◆ RECORDS FOR PROCESSING:
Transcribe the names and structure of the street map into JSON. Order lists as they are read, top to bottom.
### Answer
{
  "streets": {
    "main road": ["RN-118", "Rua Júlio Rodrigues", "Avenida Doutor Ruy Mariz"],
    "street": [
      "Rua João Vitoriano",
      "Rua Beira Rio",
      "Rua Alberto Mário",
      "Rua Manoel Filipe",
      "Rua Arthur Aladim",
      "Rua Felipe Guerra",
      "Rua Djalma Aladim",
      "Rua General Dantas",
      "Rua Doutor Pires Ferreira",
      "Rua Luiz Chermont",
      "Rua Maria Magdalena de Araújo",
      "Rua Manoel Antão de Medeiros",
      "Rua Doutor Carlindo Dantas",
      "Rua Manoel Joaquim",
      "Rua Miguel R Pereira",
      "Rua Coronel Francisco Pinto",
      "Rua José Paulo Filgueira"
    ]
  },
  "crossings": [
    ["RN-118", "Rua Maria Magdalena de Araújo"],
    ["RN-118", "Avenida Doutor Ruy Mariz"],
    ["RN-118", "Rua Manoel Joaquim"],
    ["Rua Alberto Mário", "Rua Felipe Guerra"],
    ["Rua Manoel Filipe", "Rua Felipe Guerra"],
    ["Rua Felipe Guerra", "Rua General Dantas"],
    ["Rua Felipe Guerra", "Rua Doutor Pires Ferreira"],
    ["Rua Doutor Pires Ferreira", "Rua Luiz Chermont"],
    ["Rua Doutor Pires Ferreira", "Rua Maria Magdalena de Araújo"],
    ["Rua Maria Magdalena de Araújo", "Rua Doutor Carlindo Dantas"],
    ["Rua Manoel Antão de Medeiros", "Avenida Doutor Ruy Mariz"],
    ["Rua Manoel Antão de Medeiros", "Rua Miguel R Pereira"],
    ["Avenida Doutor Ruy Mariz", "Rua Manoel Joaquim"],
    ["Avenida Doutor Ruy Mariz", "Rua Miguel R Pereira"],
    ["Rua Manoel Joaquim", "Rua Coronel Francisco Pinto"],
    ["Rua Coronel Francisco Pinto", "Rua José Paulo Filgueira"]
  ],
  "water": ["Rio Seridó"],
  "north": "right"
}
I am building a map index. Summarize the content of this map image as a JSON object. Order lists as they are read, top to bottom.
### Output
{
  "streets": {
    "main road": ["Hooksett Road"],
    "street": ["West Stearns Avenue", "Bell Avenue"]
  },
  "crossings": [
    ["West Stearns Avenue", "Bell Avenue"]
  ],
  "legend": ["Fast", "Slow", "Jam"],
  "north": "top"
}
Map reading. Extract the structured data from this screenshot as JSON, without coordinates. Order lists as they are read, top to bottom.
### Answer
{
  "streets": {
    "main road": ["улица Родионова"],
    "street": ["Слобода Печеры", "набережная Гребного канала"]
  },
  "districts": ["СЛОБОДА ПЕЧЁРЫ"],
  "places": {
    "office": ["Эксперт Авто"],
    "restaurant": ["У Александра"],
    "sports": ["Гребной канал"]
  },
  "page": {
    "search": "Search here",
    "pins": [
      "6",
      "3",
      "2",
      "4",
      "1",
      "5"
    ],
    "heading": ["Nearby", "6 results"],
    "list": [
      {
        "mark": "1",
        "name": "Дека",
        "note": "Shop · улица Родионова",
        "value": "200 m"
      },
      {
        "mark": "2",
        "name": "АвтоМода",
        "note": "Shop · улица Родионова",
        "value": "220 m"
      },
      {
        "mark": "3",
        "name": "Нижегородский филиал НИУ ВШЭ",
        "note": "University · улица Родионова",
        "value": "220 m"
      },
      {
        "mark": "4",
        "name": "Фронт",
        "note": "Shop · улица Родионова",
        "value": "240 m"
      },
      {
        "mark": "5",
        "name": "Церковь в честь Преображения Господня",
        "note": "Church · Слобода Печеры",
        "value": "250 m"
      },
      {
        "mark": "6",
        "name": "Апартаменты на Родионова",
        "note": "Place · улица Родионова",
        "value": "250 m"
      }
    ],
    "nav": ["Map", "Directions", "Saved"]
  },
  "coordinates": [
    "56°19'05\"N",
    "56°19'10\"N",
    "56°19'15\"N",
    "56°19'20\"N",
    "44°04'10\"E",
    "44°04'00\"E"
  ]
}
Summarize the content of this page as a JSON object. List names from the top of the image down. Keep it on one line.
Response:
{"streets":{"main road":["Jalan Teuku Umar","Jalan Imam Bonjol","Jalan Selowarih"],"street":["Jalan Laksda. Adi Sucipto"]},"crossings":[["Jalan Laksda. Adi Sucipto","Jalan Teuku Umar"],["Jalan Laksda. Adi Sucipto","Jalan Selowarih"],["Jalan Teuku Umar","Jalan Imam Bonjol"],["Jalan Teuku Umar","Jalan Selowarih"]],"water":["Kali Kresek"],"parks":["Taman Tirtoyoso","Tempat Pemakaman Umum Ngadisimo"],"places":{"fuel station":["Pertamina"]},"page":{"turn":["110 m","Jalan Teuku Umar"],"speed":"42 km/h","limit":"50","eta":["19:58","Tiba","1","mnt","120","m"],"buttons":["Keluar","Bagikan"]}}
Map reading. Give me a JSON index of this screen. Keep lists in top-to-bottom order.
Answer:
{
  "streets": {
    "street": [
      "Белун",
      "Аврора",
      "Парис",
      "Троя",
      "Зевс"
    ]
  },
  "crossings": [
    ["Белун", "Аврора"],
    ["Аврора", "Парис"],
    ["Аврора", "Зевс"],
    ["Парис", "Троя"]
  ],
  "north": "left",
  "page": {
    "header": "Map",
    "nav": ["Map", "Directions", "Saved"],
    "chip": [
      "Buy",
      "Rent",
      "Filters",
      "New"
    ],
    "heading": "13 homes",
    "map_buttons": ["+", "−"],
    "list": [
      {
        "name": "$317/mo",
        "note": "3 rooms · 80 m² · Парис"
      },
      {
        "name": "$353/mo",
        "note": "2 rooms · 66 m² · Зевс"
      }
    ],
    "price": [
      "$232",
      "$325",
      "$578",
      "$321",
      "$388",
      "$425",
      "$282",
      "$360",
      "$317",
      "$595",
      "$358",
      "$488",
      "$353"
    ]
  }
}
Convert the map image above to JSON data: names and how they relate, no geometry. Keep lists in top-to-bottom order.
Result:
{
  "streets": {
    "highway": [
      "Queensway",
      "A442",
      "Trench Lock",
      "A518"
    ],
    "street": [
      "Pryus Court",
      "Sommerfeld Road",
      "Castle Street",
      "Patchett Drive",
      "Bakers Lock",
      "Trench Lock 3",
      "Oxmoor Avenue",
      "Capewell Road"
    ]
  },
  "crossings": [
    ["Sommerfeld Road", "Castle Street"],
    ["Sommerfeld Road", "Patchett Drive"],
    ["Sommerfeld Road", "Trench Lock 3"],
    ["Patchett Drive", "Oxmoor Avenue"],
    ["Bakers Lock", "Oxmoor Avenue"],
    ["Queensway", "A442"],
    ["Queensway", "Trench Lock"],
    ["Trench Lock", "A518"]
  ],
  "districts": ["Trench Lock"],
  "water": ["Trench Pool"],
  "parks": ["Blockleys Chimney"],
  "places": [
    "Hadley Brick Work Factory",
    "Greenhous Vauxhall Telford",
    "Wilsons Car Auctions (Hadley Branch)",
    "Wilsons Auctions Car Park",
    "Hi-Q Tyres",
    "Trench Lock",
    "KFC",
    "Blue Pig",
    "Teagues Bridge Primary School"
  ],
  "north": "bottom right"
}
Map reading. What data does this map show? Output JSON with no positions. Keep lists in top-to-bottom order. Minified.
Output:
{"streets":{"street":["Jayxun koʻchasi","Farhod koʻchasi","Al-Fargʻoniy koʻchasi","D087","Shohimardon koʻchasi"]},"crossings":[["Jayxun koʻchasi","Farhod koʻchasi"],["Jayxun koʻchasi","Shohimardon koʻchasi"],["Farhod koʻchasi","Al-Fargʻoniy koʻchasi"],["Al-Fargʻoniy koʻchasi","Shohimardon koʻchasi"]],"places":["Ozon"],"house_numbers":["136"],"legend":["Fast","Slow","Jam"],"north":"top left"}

◆ WHAT YOU HAVE TO DO:
Above are the entries; copy out every line among them that contains the word "bottom".

◆ ANSWER AREA:
Transcribe the names and structure of the street map into JSON. Order lists as they are read, top to bottom.
I am building a map index. Summarize the content of this map image as a JSON object. Order lists as they are read, top to bottom.
Map reading. Extract the structured data from this screenshot as JSON, without coordinates. Order lists as they are read, top to bottom.
Map reading. Give me a JSON index of this screen. Keep lists in top-to-bottom order.
Convert the map image above to JSON data: names and how they relate, no geometry. Keep lists in top-to-bottom order.
  "north": "bottom right"
Map reading. What data does this map show? Output JSON with no positions. Keep lists in top-to-bottom order. Minified.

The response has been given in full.